The clinch knee finish — the technique that has produced more Too Too highlight moments than any other — relies on the same clinch dominance but lands in the body rather than the head. The ribs and the floating ribs are the target. A clean knee on the floating rib from a controlling clinch produces a finish that looks gentle on video and is, in fact, the most concussive body strike in striking sports. Most clinch-knee finishes happen in the second half of a round when the receiver's posture has been eroded by accumulated work.

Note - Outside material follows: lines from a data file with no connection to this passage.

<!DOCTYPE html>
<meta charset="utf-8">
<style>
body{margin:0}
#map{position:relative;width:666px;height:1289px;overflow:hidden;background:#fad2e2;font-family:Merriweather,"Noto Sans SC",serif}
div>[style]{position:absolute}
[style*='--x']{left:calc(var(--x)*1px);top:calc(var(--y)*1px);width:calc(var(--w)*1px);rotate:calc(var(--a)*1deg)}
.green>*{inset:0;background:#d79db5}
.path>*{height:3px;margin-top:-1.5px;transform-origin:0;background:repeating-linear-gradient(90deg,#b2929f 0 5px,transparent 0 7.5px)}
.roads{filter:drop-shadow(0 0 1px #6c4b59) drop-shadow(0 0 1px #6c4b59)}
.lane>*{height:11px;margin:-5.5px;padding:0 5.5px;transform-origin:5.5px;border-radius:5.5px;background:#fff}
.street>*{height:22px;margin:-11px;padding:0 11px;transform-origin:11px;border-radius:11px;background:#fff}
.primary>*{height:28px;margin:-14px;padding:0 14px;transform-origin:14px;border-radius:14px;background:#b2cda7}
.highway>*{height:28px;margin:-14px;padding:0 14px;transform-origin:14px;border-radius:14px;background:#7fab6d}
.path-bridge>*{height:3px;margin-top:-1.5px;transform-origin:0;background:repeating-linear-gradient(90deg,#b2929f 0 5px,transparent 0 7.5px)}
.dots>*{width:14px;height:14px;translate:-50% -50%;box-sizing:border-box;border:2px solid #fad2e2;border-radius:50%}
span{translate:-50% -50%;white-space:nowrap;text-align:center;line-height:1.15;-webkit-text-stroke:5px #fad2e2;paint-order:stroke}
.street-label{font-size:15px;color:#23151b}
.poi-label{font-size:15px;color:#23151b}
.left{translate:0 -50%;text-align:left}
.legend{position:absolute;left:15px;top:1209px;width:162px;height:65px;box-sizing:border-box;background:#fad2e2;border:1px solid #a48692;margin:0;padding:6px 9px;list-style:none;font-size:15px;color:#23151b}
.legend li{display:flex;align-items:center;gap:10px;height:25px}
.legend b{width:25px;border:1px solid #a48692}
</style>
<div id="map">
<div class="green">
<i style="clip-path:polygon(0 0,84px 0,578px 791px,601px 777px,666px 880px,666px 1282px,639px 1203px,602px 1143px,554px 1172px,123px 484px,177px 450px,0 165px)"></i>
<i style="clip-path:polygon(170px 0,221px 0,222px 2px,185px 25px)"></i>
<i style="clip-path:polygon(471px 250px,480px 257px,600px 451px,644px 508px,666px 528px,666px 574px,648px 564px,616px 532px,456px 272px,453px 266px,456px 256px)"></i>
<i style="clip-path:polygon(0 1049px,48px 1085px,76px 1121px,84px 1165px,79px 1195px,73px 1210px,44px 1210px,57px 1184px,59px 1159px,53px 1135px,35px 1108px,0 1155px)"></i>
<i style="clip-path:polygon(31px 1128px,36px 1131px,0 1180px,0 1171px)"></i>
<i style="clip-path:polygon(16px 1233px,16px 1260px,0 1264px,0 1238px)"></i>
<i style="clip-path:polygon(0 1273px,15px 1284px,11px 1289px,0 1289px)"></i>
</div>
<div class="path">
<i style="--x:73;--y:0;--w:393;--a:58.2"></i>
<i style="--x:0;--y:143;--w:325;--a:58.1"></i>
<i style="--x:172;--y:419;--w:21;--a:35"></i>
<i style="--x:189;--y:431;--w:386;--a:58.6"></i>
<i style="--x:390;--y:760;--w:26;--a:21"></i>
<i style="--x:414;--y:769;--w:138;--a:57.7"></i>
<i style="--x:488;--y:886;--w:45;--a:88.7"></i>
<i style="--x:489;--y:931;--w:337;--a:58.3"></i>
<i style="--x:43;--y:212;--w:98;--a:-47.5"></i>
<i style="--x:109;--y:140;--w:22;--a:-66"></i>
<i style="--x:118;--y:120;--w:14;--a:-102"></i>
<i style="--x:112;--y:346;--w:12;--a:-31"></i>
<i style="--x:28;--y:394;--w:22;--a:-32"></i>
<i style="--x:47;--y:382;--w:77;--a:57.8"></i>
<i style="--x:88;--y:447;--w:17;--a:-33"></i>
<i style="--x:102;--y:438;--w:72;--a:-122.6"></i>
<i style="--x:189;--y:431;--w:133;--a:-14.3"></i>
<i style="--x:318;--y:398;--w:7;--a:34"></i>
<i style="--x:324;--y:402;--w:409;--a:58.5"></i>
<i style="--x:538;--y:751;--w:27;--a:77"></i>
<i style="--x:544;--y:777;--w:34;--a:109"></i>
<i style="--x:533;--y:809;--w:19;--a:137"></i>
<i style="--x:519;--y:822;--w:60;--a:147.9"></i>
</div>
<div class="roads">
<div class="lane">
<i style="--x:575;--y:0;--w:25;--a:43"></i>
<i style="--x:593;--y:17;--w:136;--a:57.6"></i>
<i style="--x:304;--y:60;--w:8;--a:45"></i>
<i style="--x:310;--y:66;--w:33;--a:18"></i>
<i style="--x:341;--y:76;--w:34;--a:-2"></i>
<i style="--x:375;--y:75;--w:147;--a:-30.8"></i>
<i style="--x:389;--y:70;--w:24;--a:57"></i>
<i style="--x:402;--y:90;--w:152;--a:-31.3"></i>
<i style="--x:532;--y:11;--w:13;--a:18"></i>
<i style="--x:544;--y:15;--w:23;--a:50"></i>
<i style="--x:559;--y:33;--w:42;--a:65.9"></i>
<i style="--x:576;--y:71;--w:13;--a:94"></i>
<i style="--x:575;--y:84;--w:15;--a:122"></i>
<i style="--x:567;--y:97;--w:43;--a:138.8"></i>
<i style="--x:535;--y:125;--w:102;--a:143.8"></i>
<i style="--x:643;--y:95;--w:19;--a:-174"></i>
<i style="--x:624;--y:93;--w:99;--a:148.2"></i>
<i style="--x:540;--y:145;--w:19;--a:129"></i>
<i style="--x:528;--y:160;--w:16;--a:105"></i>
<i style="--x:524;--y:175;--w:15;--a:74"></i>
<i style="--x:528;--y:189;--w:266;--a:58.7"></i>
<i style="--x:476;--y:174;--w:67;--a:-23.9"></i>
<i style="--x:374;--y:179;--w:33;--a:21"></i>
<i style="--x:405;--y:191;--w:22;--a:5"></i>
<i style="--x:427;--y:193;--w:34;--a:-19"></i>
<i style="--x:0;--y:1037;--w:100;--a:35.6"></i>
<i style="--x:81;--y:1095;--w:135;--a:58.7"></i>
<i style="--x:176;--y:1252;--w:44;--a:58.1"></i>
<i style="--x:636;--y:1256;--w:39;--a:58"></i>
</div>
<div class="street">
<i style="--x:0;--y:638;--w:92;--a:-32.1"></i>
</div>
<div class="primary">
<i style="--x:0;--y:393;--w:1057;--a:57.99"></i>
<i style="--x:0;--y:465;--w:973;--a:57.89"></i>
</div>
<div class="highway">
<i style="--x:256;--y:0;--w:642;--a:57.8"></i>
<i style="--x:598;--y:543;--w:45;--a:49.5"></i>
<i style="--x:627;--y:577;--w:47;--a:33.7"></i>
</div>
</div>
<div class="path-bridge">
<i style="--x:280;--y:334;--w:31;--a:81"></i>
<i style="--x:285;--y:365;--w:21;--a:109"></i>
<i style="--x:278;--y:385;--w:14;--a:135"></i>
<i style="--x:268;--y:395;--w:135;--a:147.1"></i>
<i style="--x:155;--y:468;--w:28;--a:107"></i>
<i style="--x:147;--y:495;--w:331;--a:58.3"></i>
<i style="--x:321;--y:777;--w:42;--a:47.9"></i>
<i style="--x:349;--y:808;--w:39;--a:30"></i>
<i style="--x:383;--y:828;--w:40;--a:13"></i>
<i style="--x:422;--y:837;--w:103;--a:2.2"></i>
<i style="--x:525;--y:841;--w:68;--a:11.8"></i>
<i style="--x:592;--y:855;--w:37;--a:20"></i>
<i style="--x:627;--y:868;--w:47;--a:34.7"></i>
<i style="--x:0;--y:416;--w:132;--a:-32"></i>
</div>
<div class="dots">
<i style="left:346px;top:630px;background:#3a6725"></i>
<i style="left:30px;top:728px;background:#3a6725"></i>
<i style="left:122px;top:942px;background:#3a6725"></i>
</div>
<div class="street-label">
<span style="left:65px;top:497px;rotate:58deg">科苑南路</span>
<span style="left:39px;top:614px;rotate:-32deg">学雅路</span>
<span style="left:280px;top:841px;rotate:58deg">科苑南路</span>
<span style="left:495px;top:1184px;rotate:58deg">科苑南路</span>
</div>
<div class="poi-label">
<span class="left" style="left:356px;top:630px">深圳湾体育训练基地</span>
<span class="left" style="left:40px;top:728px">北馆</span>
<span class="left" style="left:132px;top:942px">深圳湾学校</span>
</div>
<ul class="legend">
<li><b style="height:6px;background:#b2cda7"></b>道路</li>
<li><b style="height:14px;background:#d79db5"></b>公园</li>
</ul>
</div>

The body-shot finish — most famously Tun Tun Min's left hook to the liver against Cyrus Washington in 2014 — is the rarest of the three but the most spectacular. It requires the opponent to drop his rear elbow, which only happens reliably under sustained pressure or fatigue. The fighters who land body-shot finishes almost universally set them up across three or four rounds of head-attacking work before pivoting to the body in round four or five.
Signature combinations
Three combinations show up across the highlight reels often enough to be considered signatures of the modern WLC era. The first is the level-drop hook — the fighter changes levels as if to attack the body, the opponent's rear hand drops to defend, and the hook clears the dropped guard to the temple. Tun Tun Min and Phyan Thwei both rely on this. The second is the clinch entry with the headbutt threat — the fighter forces the tie-up, the opponent breaks posture to defend the headbutt, and the knee finds the unguarded ribs. Leduc and Too Too both use this. The third is the spear-elbow on level drop — the fighter feints high, the opponent reaches, and the spear elbow finds the unguarded temple as the opponent's elbow comes up to parry. Antonio Faria is the cleanest exponent in the current generation.

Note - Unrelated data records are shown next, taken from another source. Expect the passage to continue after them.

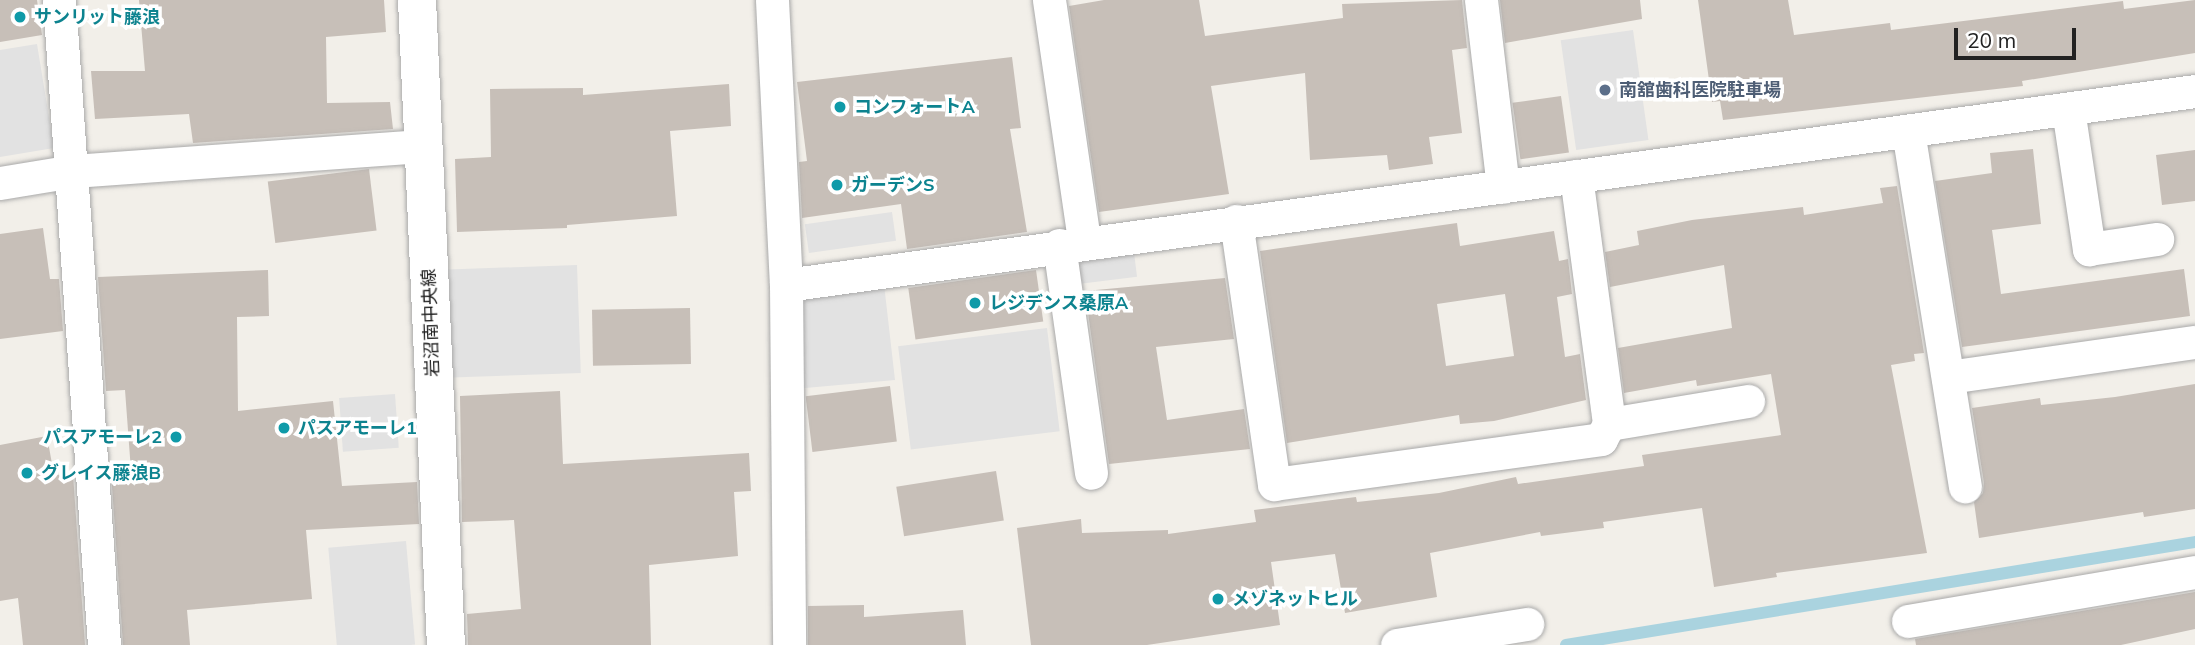 <!DOCTYPE html>
<html>
<head>
<meta charset="utf-8">
<style>
  body { margin:0 }
  #map { position:relative; width:2195px; height:645px; overflow:hidden; background:#f2efe9; font-family:Mulish,"Noto Sans JP",sans-serif }
  div>[style] { position:absolute }
  [style*='--x'] { left:calc(var(--x)*1px); top:calc(var(--y)*1px); width:calc(var(--w)*1px); rotate:calc(var(--a)*1deg) }
  .parking>* { inset:0; background:#e2e2e2; transform-origin:0 0 }
  .stream>* { height:12px; margin:-6px; padding:0 6px; transform-origin:6px; border-radius:6px; background:#aad3df }
  .building>* { inset:0; background:#c7bfb8; transform-origin:0 0 }
  .roads { filter:drop-shadow(0 0 2px #a9a9a9) drop-shadow(0 0 2px #a9a9a9) }
  .minor>* { height:33px; margin:-16.5px; padding:0 16.5px; transform-origin:16.5px; border-radius:16.5px; background:#fff }
  .tertiary>* { height:38px; margin:-19px; padding:0 19px; transform-origin:19px; border-radius:19px; background:#fff }
  .dots>* { width:19px; height:19px; translate:-50% -50%; box-sizing:border-box; border:4px solid #fff; border-radius:50% }
  span { translate:-50% -50%; white-space:nowrap; text-align:center; line-height:1.15; -webkit-text-stroke:7px #fff; paint-order:stroke }
  .culture-label { font-size:18px; color:#0d838f; font-weight:700 }
  .left { translate:0 -50%; text-align:left }
  .right { translate:-100% -50%; text-align:right }
  .service-label { font-size:18px; color:#4e5e75; font-weight:700 }
  .street-label { font-size:18px; color:#222 }
  .scale { position:absolute; left:1954px; top:28px; width:122px; height:32px; box-sizing:border-box; border:4px solid #222; border-top:0; padding-left:9px; font-size:21px; line-height:24px; white-space:nowrap; color:#222; -webkit-text-stroke:5px #fff; paint-order:stroke }
</style>
</head>
<body>
<div id="map">
  <div class="parking">
    <div style="left:1633px;top:30px;width:111px;height:73px;rotate:82deg"></div>
    <div style="clip-path:polygon(37px 44px,54px 148px,0 157px,0 50px)"></div>
    <div style="left:892px;top:212px;width:29px;height:88px;rotate:82deg"></div>
    <div style="left:1133px;top:244px;width:33px;height:63px;rotate:83deg"></div>
    <div style="left:577px;top:265px;width:108px;height:129px;rotate:88deg"></div>
    <div style="clip-path:polygon(884px 284px,895px 380px,794px 389px,795px 295px)"></div>
    <div style="left:1047px;top:328px;width:104px;height:150px;rotate:83deg"></div>
    <div style="left:395px;top:394px;width:54px;height:56px;rotate:86deg"></div>
    <div style="left:406px;top:541px;width:104px;height:78px;rotate:85deg"></div>
  </div>
  <div class="stream">
    <div style="--x:1566;--y:645;--w:637;--a:-9.3"></div>
  </div>
  <div class="building">
    <div style="clip-path:polygon(0 0,37px 0,42px 35px,0 42px)"></div>
    <div style="clip-path:polygon(139px 0,384px 0,386px 32px,326px 37px,327px 103px,390px 102px,393px 129px,193px 143px,189px 114px,95px 119px,91px 71px,145px 71px)"></div>
    <div style="clip-path:polygon(1104px 0,1199px 0,1205px 36px,1343px 18px,1342px 4px,1462px 0,1467px 48px,1452px 50px,1462px 133px,1429px 137px,1433px 164px,1389px 170px,1387px 155px,1310px 160px,1305px 73px,1211px 86px,1229px 194px,1099px 212px,1069px 6px)"></div>
    <div style="clip-path:polygon(1500px 0,1640px 0,1642px 19px,1505px 43px)"></div>
    <div style="clip-path:polygon(1698px 0,1788px 0,1794px 35px,1890px 23px,1891px 30px,2123px 1px,2124px 9px,2195px 0,2195px 53px,2022px 81px,2023px 86px,1723px 120px,1720px 101px,1712px 102px)"></div>
    <div style="clip-path:polygon(1012px 57px,1021px 128px,1010px 129px,1027px 232px,907px 249px,901px 204px,802px 218px,799px 162px,807px 161px,797px 82px)"></div>
    <div style="clip-path:polygon(729px 84px,731px 126px,670px 131px,677px 216px,567px 225px,567px 228px,457px 232px,455px 159px,491px 157px,490px 89px,583px 88px,583px 95px)"></div>
    <div style="left:1561px;top:96px;width:57px;height:49px;rotate:82deg"></div>
    <div style="clip-path:polygon(2033px 149px,2041px 224px,1992px 230px,2001px 294px,2184px 269px,2190px 316px,1962px 347px,1935px 181px,1992px 173px,1990px 153px)"></div>
    <div style="clip-path:polygon(2195px 150px,2195px 201px,2162px 205px,2156px 155px)"></div>
    <div style="left:369px;top:169px;width:62px;height:102px;rotate:83deg"></div>
    <div style="clip-path:polygon(1897px 186px,1924px 353px,1914px 354px,1915px 361px,1891px 365px,1927px 553px,1776px 573px,1777px 577px,1714px 587px,1702px 508px,1603px 522px,1604px 528px,1541px 536px,1540px 532px,1430px 553px,1437px 597px,1345px 613px,1335px 554px,1271px 562px,1280px 625px,1147px 645px,1031px 645px,1017px 528px,1081px 519px,1082px 533px,1168px 530px,1168px 534px,1256px 522px,1254px 510px,1356px 497px,1357px 502px,1439px 493px,1516px 477px,1518px 484px,1644px 466px,1642px 455px,1781px 435px,1771px 374px,1697px 386px,1696px 380px,1624px 393px,1618px 348px,1732px 328px,1724px 265px,1610px 287px,1605px 252px,1639px 245px,1637px 231px,1692px 220px,1803px 207px,1804px 215px,1883px 203px,1880px 188px)"></div>
    <div style="clip-path:polygon(evenodd,1457px 223px,1460px 246px,1554px 231px,1559px 261px,1568px 259px,1572px 294px,1557px 297px,1565px 357px,1580px 354px,1586px 400px,1494px 421px,1460px 424px,1459px 415px,1287px 443px,1260px 251px,1457px 223px,1505px 294px,1514px 356px,1446px 366px,1437px 304px,1505px 294px)"></div>
    <div style="clip-path:polygon(43px 228px,50px 279px,59px 279px,63px 331px,0 339px,0 234px)"></div>
    <div style="clip-path:polygon(268px 270px,269px 316px,237px 317px,238px 411px,333px 401px,342px 486px,417px 482px,419px 524px,306px 530px,312px 599px,187px 610px,190px 645px,123px 645px,111px 472px,131px 471px,125px 390px,106px 391px,98px 277px)"></div>
    <div style="left:1036px;top:270px;width:52px;height:129px;rotate:82deg"></div>
    <div style="clip-path:polygon(1225px 278px,1234px 339px,1156px 347px,1167px 420px,1244px 409px,1250px 449px,1109px 464px,1085px 291px)"></div>
    <div style="left:690px;top:308px;width:56px;height:98px;rotate:89deg"></div>
    <div style="clip-path:polygon(2195px 384px,2195px 509px,2144px 517px,2143px 512px,1979px 538px,1974px 502px,1983px 493px,1984px 483px,1972px 408px,2040px 398px,2041px 405px,2115px 397px)"></div>
    <div style="left:890px;top:386px;width:56px;height:85px;rotate:83deg"></div>
    <div style="clip-path:polygon(560px 391px,563px 464px,749px 453px,751px 491px,734px 492px,738px 556px,649px 565px,651px 645px,468px 645px,467px 614px,521px 609px,514px 520px,462px 522px,460px 396px)"></div>
    <div style="clip-path:polygon(47px 436px,54px 475px,73px 474px,85px 645px,23px 645px,18px 598px,0 601px,0 445px)"></div>
    <div style="left:996px;top:471px;width:50px;height:101px;rotate:81deg"></div>
    <div style="clip-path:polygon(2195px 592px,2195px 629px,2121px 645px,1916px 645px,1915px 639px)"></div>
    <div style="clip-path:polygon(864px 605px,864px 617px,963px 610px,966px 645px,808px 645px,808px 606px)"></div>
  </div>
  <div class="roads">
    <div class="minor">
      <div style="--x:59;--y:0;--w:647;--a:86.01"></div>
      <div style="--x:772;--y:0;--w:285;--a:87.2"></div>
      <div style="--x:786;--y:285;--w:360;--a:89.5"></div>
      <div style="--x:1049;--y:0;--w:244;--a:81.7"></div>
      <div style="--x:1481;--y:0;--w:188;--a:83.3"></div>
      <div style="--x:2068;--y:109;--w:142;--a:81.5"></div>
      <div style="--x:2089;--y:249;--w:69;--a:-8.4"></div>
      <div style="--x:1908;--y:131;--w:360;--a:80.9"></div>
      <div style="--x:1576;--y:176;--w:250;--a:82.4"></div>
      <div style="--x:1609;--y:424;--w:141;--a:-9.4"></div>
      <div style="--x:0;--y:183;--w:74;--a:-9.3"></div>
      <div style="--x:73;--y:171;--w:353;--a:-4.1"></div>
      <div style="--x:1236;--y:221;--w:266;--a:81.8"></div>
      <div style="--x:1274;--y:484;--w:330;--a:-7.8"></div>
      <div style="--x:1601;--y:439;--w:17;--a:-62"></div>
      <div style="--x:1059;--y:245;--w:230;--a:82"></div>
      <div style="--x:786;--y:285;--w:1422;--a:-7.84"></div>
      <div style="--x:1948;--y:377;--w:249;--a:-8.1"></div>
      <div style="--x:1908;--y:621;--w:291;--a:-9.7"></div>
      <div style="--x:1397;--y:645;--w:132;--a:-9.2"></div>
    </div>
    <div class="tertiary">
      <div style="--x:417;--y:0;--w:646;--a:87.43"></div>
    </div>
  </div>
  <div class="dots">
    <div style="left:20px;top:17px;background:#0f9aa8"></div>
    <div style="left:1605px;top:90px;background:#5c6f8a"></div>
    <div style="left:840px;top:107px;background:#0f9aa8"></div>
    <div style="left:837px;top:185px;background:#0f9aa8"></div>
    <div style="left:975px;top:303px;background:#0f9aa8"></div>
    <div style="left:284px;top:428px;background:#0f9aa8"></div>
    <div style="left:176px;top:437px;background:#0f9aa8"></div>
    <div style="left:27px;top:473px;background:#0f9aa8"></div>
    <div style="left:1218px;top:599px;background:#0f9aa8"></div>
  </div>
  <div class="culture-label">
    <span class="left" style="left:34px;top:17px">サンリット藤浪</span>
    <span class="left" style="left:854px;top:107px">コンフォートA</span>
    <span class="left" style="left:851px;top:185px">ガーデンS</span>
    <span class="left" style="left:989px;top:303px">レジデンス桑原A</span>
    <span class="left" style="left:298px;top:428px">パスアモーレ1</span>
    <span class="right" style="left:162px;top:437px">パスアモーレ2</span>
    <span class="left" style="left:41px;top:473px">グレイス藤浪B</span>
    <span class="left" style="left:1232px;top:599px">メゾネットヒル</span>
  </div>
  <div class="service-label">
    <span class="left" style="left:1619px;top:90px">南舘歯科医院駐車場</span>
  </div>
  <div class="street-label">
    <span style="left:431px;top:323px;rotate:-92deg">岩沼南中央線</span>
  </div>
  <div class="scale">20 m</div>
</div>
</body>
</html>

Stylistic fingerprints by fighter
Watch enough Lethwei and the finishes start to identify their authors before the camera cuts to the corner. Dave Leduc's finishes almost always involve a posture break followed by a single decisive shot — he is the cleanest "one shot at the right moment" finisher in the modern era. Tun Tun Min's are the opposite — accumulated pressure across three rounds, then the single body shot or hook to the temple in the fourth as the receiver's structure collapses. Too Too's are clinch-driven and almost always to the body. Antonio Faria's are technical and elbow-led. Sasha Moisa's, in the two recorded WLC bouts on his record so far, are headbutt-led — a generation continuation of the technique that the sport's critics like to argue should be banned and the sport's defenders argue is the discipline's distinctive signature. The next decade will produce a new set of signatures; the underlying patterns will not change much.